К зиме Клод совсем поправилась. Рана заживала быстро, и зажила бы ещё раньше, не разбереди её долгий и путаный переезд от Сен-Дени до Буржа. Положение усугубила простуда, подхваченная по дороге, и это новое недомогание, совершенно лишившее девушку сил, далось тяжело. Лекарь, неотлучно дежурил у постели Клод, сообщал де Ре о её состоянии почти ежедневно, и особую озабоченность проявлял по поводу кошмаров, которые явно мучили девушку в её беспамятстве.

– Кричит всё время, мечется, – виновато, словно сам это допустил, рассказывал лекарь. – То про знамя вспоминает, то просит хромоногого какого-то прогнать. Жанну звала только раз, и про какие-то ворота шепчет, просит открыть. А вчера вдруг посмотрела на меня и говорит, спокойно так: «Я с тобой до самого конца буду, не бойся». Я уж испугался, решил – всё, конец, бредит, не узнаёт никого. Но она потом заснула. Первый раз без видений своих. А на завтра снова… Не знаю, чем успокоить её. Праформы бы где достать… ягод собачьих… я бы отваром и полечил…

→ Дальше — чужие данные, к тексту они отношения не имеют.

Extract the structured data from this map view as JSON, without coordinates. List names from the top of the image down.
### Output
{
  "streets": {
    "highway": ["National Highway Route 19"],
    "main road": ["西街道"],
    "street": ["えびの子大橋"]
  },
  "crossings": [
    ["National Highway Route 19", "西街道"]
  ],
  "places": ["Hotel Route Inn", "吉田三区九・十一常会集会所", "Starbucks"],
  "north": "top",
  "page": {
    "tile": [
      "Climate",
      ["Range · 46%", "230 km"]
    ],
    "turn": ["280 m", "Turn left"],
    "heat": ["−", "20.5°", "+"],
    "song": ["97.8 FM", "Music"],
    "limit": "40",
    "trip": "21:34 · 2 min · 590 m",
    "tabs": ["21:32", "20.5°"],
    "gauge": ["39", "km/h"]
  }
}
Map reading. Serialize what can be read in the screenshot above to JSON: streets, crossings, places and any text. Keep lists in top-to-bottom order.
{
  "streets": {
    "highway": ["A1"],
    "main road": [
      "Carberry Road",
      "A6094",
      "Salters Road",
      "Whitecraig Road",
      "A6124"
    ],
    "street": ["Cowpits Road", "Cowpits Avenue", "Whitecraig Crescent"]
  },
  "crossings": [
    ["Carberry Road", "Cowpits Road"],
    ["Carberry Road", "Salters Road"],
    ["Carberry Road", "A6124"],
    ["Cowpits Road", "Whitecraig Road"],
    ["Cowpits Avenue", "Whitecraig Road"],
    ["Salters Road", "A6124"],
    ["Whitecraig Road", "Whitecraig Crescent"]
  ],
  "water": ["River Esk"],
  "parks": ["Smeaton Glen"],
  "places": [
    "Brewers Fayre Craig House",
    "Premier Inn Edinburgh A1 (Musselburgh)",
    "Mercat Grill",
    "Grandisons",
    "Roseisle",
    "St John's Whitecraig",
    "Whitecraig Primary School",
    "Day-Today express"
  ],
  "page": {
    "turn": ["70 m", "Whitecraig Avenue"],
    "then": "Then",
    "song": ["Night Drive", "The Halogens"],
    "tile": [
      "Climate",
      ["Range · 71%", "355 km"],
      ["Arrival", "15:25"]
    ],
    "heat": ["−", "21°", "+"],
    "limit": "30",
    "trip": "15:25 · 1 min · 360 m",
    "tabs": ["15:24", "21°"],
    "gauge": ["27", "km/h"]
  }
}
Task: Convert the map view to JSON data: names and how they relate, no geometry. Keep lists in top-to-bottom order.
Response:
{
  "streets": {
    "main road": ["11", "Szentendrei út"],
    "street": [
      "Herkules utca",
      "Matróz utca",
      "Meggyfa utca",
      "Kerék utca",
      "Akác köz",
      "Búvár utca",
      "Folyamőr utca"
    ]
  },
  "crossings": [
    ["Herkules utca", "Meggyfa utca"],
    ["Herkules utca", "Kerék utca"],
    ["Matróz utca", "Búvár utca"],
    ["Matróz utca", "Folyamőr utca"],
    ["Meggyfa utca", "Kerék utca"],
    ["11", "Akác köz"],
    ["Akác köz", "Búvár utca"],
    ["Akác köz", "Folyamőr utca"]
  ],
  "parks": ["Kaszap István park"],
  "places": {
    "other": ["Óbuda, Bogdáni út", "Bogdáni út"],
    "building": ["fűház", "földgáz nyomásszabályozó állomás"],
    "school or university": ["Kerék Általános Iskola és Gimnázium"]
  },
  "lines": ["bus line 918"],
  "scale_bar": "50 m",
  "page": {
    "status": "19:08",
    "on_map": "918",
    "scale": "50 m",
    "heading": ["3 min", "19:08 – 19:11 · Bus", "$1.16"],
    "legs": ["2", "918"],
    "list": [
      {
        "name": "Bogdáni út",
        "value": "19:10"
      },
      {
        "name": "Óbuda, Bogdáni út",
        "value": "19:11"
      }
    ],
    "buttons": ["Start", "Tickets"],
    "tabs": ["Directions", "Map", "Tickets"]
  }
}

Тут Де Ре знал чем помочь.

В свою очередь, он регулярно сообщал мадам Иоланде обо всём, что происходило с Клод, и в ответ получал от неё письма, в которых без конца повторялось одно и то же: лечить, беречь, ничем не волновать и ни в коем случае не пускать к Жанне пока герцогиня не скажет, что это можно сделать. А после того, как де Ре написал о сетованиях лекаря, с очередным письмом прибыл ещё и заветный ларец со снадобьями и целая бадья крупного шиповника.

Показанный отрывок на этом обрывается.